И вот появляется та, что ласкает, бодрит, воскрешает угасшие силы, возрождает веру в себя. Что ж удивительного, что он с такой возвышенной страстью любит её? Да и что это — любит? Он обожает, боготворит, он с её именем новой жизнью живёт, он с её именем ощущает исполинские силы в душе, ту способность творить, когда создаётся нечто неслыханное, непревзойдённое, из ряду выходящее вон.

И тем более нечему удивляться, что Елена Сергеевна даёт его творчеству столько, сколько ни одна женщина никогда никому не дала. Вы только припомните всех известных писательских жён, приглядитесь попристальней к ним, ещё раз раскройте знаменитые книги, и, я уверен, вы согласитесь со мной: да, ни одна!

Елена Сергеевна без малейших усилий, как будто это так и должно было быть, своей обаятельной смелой походкой входит в роман, располагается в нём, придаёт ему неповторимую прелесть, преображает его. Отныне роман посвящается ей. Всеобъемлющая сила женской любви вступает в роман и становится рядом с силой разума и силой добра. Я сказал: рядом? Я ошибся, простите меня. Эта самая прекрасная в мире сила женской любви вбирает в себя все прочие силы, напитывается ими и становится выше их всех. И уже роман, который должен, по давнему замыслу автора, закончиться словами о пятом прокураторе Иудеи, лишь формально закончится словами о нём, а первым словом заключительного абзаца станет превращённое в символ прекрасное женское имя:

“Так говорила Маргарита, идя с мастером по направлению к вечному их дому, и мастеру казалось, что слова Маргариты струятся так же, как струился и шептал оставленный позади ручей, и память мастера, беспокойная, исколотая иглами память стала потухать.

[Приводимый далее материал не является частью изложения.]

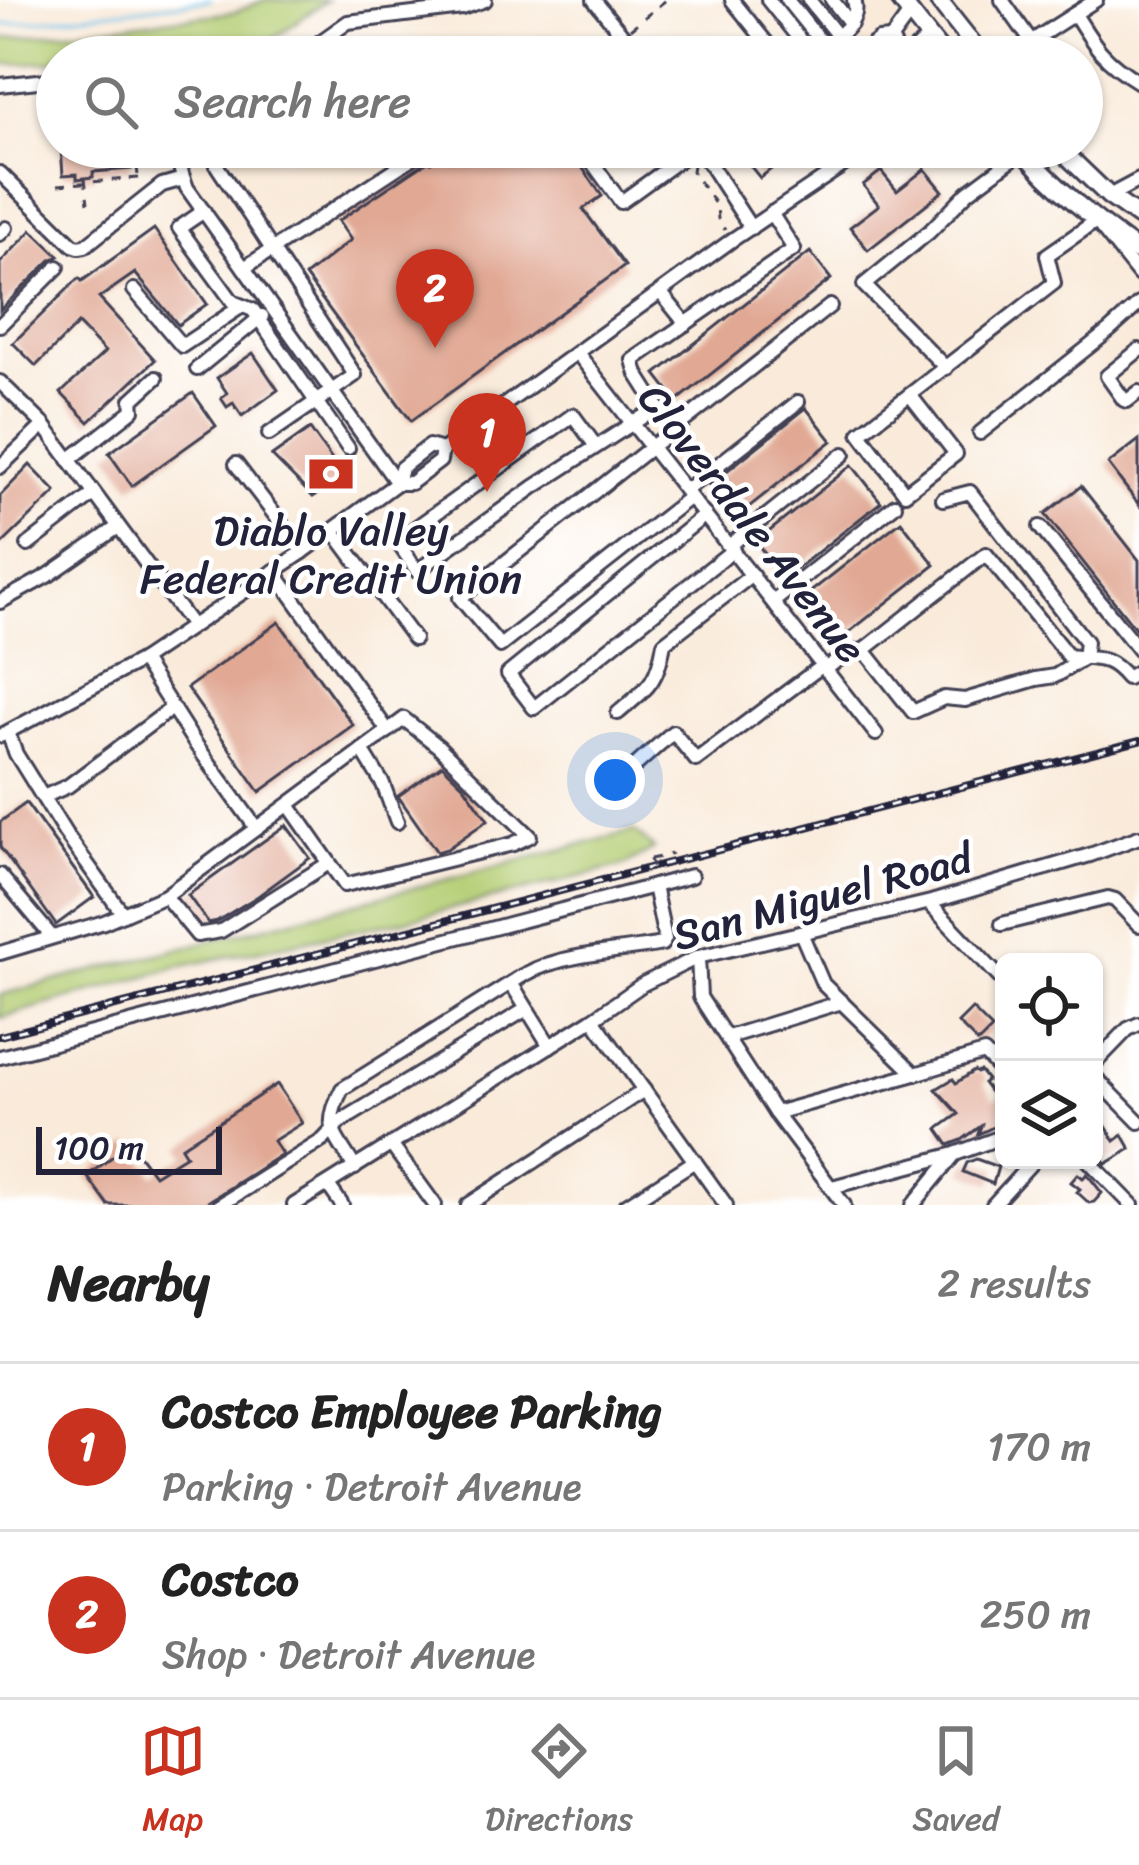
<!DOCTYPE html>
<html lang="en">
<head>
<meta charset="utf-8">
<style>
	body { margin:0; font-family:Sriracha,sans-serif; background:#f2f2f2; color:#222 }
	.controls { position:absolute; right:36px; bottom:36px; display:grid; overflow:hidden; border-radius:18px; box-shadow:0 3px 9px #0004 }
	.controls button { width:108px; height:108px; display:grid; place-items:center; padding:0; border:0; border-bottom:3px solid #e0e0e0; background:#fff; color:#222; font:60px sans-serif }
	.scale { position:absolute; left:36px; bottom:30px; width:186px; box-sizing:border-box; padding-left:12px; border:6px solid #22223b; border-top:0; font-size:33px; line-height:42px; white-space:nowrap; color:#22223b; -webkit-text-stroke:9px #fff; paint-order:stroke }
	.you { position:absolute; left:615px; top:780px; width:42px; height:42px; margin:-30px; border:9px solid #fff; border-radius:50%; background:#1a73e8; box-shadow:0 0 0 18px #1a73e833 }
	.badge { display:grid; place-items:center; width:78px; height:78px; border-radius:50%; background:#c8321e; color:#fff; font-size:39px; font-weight:700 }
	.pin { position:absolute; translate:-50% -99px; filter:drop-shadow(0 3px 6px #0008) }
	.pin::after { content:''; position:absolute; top:63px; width:42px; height:36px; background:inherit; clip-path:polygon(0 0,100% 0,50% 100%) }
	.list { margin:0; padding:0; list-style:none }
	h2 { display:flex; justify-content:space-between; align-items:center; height:156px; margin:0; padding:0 48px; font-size:51px }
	h2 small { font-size:39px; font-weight:400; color:#767676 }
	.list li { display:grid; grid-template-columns:78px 1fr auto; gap:36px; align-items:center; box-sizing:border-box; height:168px; padding:0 48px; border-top:3px solid #e0e0e0 }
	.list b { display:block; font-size:45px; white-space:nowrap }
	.list p { margin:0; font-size:39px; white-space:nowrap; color:#767676 }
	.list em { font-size:39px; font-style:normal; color:#767676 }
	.icon { flex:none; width:66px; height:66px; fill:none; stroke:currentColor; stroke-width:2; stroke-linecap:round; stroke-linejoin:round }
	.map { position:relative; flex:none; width:1139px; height:1205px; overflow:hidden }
	.search { position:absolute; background:#fff; box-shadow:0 3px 9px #0004; left:36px; right:36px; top:36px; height:132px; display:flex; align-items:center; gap:30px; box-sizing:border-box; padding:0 42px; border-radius:66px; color:#767676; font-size:45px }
	.sheet { height:492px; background:#fff }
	nav { display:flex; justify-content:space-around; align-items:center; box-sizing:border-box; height:168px; border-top:3px solid #e0e0e0; background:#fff; font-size:33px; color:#767676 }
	nav a { display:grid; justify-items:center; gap:6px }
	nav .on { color:#c8321e }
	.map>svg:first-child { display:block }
</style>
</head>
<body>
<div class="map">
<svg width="1139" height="1205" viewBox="0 0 1139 1205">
	<rect width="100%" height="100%" fill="#fff"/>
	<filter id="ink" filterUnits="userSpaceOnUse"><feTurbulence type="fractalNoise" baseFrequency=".00833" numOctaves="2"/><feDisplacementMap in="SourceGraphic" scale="24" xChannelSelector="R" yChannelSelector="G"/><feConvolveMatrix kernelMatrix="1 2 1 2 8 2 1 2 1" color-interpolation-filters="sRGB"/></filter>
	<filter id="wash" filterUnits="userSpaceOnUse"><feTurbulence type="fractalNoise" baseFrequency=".004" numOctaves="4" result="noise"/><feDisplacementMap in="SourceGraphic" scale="48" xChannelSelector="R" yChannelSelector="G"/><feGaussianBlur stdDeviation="2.7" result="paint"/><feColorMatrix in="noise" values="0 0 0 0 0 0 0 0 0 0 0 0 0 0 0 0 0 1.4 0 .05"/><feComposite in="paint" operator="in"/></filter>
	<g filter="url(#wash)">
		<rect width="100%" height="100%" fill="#f9ead9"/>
		<g fill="#b4cd73" stroke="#6b7857" stroke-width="3">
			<path d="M264,0H327L248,57H193L190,51L114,57H57V61L0,65V39L236,12Z"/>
			<path d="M634,831L654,849L623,866L414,918L177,967L0,1018V995Z"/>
		</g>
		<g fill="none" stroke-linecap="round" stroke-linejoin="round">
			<path stroke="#6bbfe7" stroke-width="3" d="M0,25L210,0"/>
		</g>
		<g id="blocks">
			<g fill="#e1a994">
				<path d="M61,147H129L131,169L93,172V177L77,179V174L63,175Z"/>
				<path d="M453,147H568L602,196L583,209L625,266L411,421L305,276L351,240L338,221L429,160L431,162Z"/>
				<path d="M735,147H799L760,178Z"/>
				<path d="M925,169L943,191L868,250L850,227L879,205L863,185L881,171L897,191Z"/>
				<path d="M154,229L207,304L178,325L135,273L99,298L155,360L89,422L61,393L105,352L78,324L36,366L13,343L79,278L82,281Z"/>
				<path d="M32,230L59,256L51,260L0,310V263Z"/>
				<path d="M810,252L831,279L677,401L656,374Z"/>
				<path d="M253,353L278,390L242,416L233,403L227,407L221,398L227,393L217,378Z"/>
				<path d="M193,393L216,426L132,486L109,453Z"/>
				<path d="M806,408L832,441L735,518L709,485Z"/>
				<path d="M310,429L344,477L313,497L272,456Z"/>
				<path d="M1139,440V505L1108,464Z"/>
				<path d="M30,465L56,492L0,546V496Z"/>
				<path d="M852,465L881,502L784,579L756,542Z"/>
				<path d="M1081,486L1139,560V633L1045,514Z"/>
				<path d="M901,521L935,565L838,641L804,597Z"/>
				<path d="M279,622L353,725L260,792L187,688Z"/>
				<path d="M442,765L464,786L488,820L447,849L437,852L398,796Z"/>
				<path d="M26,803L94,897L56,925L0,847V822Z"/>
				<path d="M286,825L310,858L258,896L217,921L208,923L188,895Z"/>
				<path d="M972,1009L992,1029L978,1043L958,1023Z"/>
				<path d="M974,1071L977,1073L980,1071L987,1080L983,1083L995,1099L1004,1092V1122L978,1134L981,1126L962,1140L949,1145L938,1129L959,1114L936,1089L953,1079L956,1083Z"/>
				<path d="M277,1084L302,1123L273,1141L282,1154L203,1205H108L87,1176L130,1143L154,1175L186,1155L181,1147Z"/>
				<path d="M1104,1123L1115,1141L1123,1135L1131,1149L1106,1164L1094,1146V1130Z"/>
				<path d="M976,1159L998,1167L993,1184L963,1172L967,1163Z"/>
				<path d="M1078,1174L1083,1178L1087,1174L1102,1193L1094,1202L1089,1203L1077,1192L1080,1189L1071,1182Z"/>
			</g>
		</g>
	</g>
	<g filter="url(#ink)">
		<use href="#blocks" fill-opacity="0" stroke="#424053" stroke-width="3"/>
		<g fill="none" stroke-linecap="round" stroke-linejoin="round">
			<g stroke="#424053" stroke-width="18">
				<g id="minor">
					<path d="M594,0L640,57"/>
					<path d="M732,0L778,57"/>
					<path d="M768,0L812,55"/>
					<path d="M787,0L824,46"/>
					<path d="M809,0L837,35"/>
					<path d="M832,0L851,24"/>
					<path d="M1002,0L1031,41"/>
					<path d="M1075,14C1095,47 1104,61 1139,82"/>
					<path d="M871,46L879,40L891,39"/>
					<path d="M299,57L348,22L462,8L485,0"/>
					<path d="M810,57C829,42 863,26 854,0"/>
					<path d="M900,57L891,39L910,13"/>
					<path d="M906,57L930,37"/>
					<path d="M1007,57L1096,0"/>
					<path d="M0,85L57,79"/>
					<path d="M222,147L217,166L355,375L269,434"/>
					<path d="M581,147L621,202L697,147"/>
					<path d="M702,147L707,160L751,228"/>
					<path d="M825,147L839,168"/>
					<path d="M0,173L73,245L79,247L85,246L162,185L183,179"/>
					<path d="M1109,196L1139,180"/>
					<path d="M204,211L179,228L233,302L253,310L348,448"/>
					<path d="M0,234L6,228"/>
					<path d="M244,268L429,147"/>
					<path d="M134,290L182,346L242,306"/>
					<path d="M661,293L686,324"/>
					<path d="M0,325L58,267"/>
					<path d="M1139,350L1107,376L1124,400L1127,401L1139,392"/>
					<path d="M578,354L876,734"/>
					<path d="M946,368L864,285L929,232L968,192L1023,151"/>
					<path d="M197,369L262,316"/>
					<path d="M0,382L44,425L192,626"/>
					<path d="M910,395L956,454L905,493L860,433L1054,283L1047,255L1096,221L1139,275"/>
					<path d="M980,433L1110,330L1139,304"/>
					<path d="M595,445L573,415L397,541L417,571L534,487L658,407L637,374L633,360L794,249L771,213"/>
					<path d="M442,450L429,446L401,468L397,483H411L440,461L442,450L732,240L870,147"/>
					<path d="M69,460L133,410L132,400L156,378"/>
					<path d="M236,464L303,552"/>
					<path d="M0,467L44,425"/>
					<path d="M686,490L798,402"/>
					<path d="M690,497L500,646L460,598L830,306"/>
					<path d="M943,499L970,492L1086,642L1084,658L1055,676L1036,679L965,700L944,698L913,712L864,650L986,554L1068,656C1097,660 1107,654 1127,678L1139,671"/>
					<path d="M705,515L508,674L534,708L733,550"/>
					<path d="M1040,527L1139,650"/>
					<path d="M333,530L414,639"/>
					<path d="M28,545L94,494"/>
					<path d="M729,546L844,454"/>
					<path d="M274,571L388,731"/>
					<path d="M0,602L49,575L118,527"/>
					<path d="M773,602L895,505"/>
					<path d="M142,660L194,742L257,829"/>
					<path d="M826,669L847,653L864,650"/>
					<path d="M618,713C648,687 657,684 664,643L752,575"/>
					<path d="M8,733L16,754L65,833L123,914"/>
					<path d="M0,736L142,660L303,552L397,483L187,188L181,171L185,147"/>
					<path d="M362,750L383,784L397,822"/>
					<path d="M627,773L673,732L696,760L823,665"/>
					<path d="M43,797L68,786L172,708"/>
					<path d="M0,875L52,937"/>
					<path d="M654,886L691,876"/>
					<path d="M165,896L197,935L221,931L329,863"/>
					<path d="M929,903L1004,982"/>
					<path d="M1002,924L1108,898L1115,900L1139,925"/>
					<path d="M801,933L823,984L915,1074L984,1053L1004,1074"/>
					<path d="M0,953L104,922L165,896L404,719L438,746L530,836L513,844L345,885L289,805"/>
					<path d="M698,957L700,997L775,1113L844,1205"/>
					<path d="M593,1019L726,1205"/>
					<path d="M728,1037L842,1002"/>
					<path d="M0,1057L654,886L665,939L662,944C611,954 554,952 511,983"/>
					<path d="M1094,1064L1128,1029L1139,1024"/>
					<path d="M1094,1076L1139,1122"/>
					<path d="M775,1113L915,1074"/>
					<path d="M392,1146L435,1205"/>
					<path d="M1088,1160L1132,1205"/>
					<path d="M355,1168C334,1132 322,1129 342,1089L503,988L511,983L550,1046"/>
					<path d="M328,1185L342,1205"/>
					<path d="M832,1187L955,1154L1004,1136"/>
					<path d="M220,1205L323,1140L340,1122L525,1010"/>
					<path d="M294,1205L593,1019L643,984L698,957L931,902L1090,855L1139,837"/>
					<path d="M468,1205L644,1090"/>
					<path d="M626,1205L695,1161"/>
					<path d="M913,1205L954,1155"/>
					<path d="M993,1205L1034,1160"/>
				</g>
			</g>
			<g stroke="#424053" stroke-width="22">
				<g id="major">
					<path d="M900,0L945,57"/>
					<path d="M938,0L983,57"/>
					<path d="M1020,147C1054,188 1096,221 1139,252"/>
					<path d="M1058,147L1109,196L1139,217"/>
				</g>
			</g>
			<g stroke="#424053" stroke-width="3" stroke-dasharray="9 9" stroke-linecap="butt">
				<path d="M630,29L666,0"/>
				<path d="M613,47L620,57"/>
				<path d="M597,57L615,44"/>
				<path d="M448,147V148"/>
				<path d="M135,148L138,176"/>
				<path d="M693,165L692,171L717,207L718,219L725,230"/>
				<path d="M85,178L88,203"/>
				<path d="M58,185L138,178L145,182"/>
				<path d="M668,855L672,854"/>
				<path d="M650,859L660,857"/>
			</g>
			<use href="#minor" stroke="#fff" stroke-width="12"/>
			<use href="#major" stroke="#fff" stroke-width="16"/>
			<g stroke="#22223b" stroke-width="8">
				<path id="rail" d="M0,1036L1139,741"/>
			</g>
			<use href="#rail" stroke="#fff" stroke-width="3" stroke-dasharray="9" stroke-linecap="butt"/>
			<path stroke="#424053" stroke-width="3" stroke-dasharray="9 9" stroke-linecap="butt" d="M650,859L655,878"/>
		</g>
	</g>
	<defs>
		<g id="bank-bare" transform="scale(3.6)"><path d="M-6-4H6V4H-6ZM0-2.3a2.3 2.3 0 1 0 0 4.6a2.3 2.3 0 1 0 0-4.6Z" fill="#c8321e" stroke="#fff" stroke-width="2.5" paint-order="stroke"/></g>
	</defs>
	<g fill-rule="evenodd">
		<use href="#bank-bare" x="331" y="474"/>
	</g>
	<g text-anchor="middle" stroke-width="9" stroke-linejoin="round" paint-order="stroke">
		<g font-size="42" fill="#22223b" stroke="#fff">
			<text transform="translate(753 523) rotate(52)" y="15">Cloverdale Avenue</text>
			<text transform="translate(822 896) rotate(-15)" y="15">San Miguel Road</text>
		</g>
		<g font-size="42" fill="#22223b" stroke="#fff">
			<text x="331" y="545">Diablo Valley<tspan x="331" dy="48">Federal Credit Union</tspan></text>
		</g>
	</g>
</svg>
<div class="controls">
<button><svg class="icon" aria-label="locate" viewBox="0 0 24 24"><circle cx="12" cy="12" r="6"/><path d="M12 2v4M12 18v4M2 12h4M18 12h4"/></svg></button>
<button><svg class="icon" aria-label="layers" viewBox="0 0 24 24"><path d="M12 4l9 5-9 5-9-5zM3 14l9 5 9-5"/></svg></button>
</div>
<div class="scale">100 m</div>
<div class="you"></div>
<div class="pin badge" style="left:487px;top:492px">1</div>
<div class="pin badge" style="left:435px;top:348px">2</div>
<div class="search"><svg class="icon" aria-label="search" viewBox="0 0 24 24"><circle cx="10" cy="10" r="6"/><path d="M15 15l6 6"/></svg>Search here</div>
</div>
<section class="sheet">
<h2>Nearby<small>2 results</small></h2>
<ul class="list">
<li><span class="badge">1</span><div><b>Costco Employee Parking</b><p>Parking · Detroit Avenue</p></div><em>170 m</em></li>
<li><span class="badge">2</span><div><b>Costco</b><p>Shop · Detroit Avenue</p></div><em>250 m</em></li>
</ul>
</section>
<nav>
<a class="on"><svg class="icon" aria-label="map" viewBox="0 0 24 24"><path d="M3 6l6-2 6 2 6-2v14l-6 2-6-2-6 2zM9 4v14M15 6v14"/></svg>Map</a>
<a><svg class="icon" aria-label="directions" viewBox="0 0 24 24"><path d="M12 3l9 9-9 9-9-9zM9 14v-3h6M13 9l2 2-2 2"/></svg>Directions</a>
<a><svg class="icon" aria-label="saved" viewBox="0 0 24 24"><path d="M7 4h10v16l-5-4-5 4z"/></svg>Saved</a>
</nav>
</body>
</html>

Кто-то отпускал на свободу мастера, как сам он только что отпустил им созданного героя. Этот герой ушёл в бездну, ушёл безвозвратно, прощённый в ночь на воскресенье сын короля-звездочёта, жестокий пятый прокуратор Иудеи, всадник Понтий Пилат”.

Новое настроение настигает и его изнурённую, сотни и тысячи раз исколотую, оскорблённую душу. Он всем прощает гонения, надругательства, клевету. Он жаждет покоя и тишины. По ночам ему снится свой дом. Боготворить, обожать единственную возлюбленную свою. Воспитать её прелестного сына. Писать. Окончить роман, прежде чем призовёт к себе недалёкая смерть, поскольку он давно обречён. С какого-то мига, не отмеченного, не закреплённого никем и нигде, он не может не понимать: это главнейшее сочинение всей его тягостной творческой жизни. Он становится всё смелей и смелей. Да что там! Отныне дерзость его становится безграничной. Не стесняясь ничем, не останавливая себя, корректно, однако же прямо наделяет он ещё слабо, едва приметно проступающего героя чертами своей биографии. Он превращает его в романиста, в автора книги об Иешуа и Пилате и таким образом открывает ту важнейшую композиционную точку, которая связывает наконец воедино роман. Теперь его собственная судьба простирается перед ним. Теперь весь роман пронзает страстный, такой могучий и горький лиризм. Теперь вся современная дичь, всё беспутство, вся мразь возводится к вечному. Теперь его смех приобретает характер злобный и мрачный. Теперь звучит ясный голос суровой, холодно-исступлённой сатиры. Теперь роман получает свою истинную мощь и всемирный размах.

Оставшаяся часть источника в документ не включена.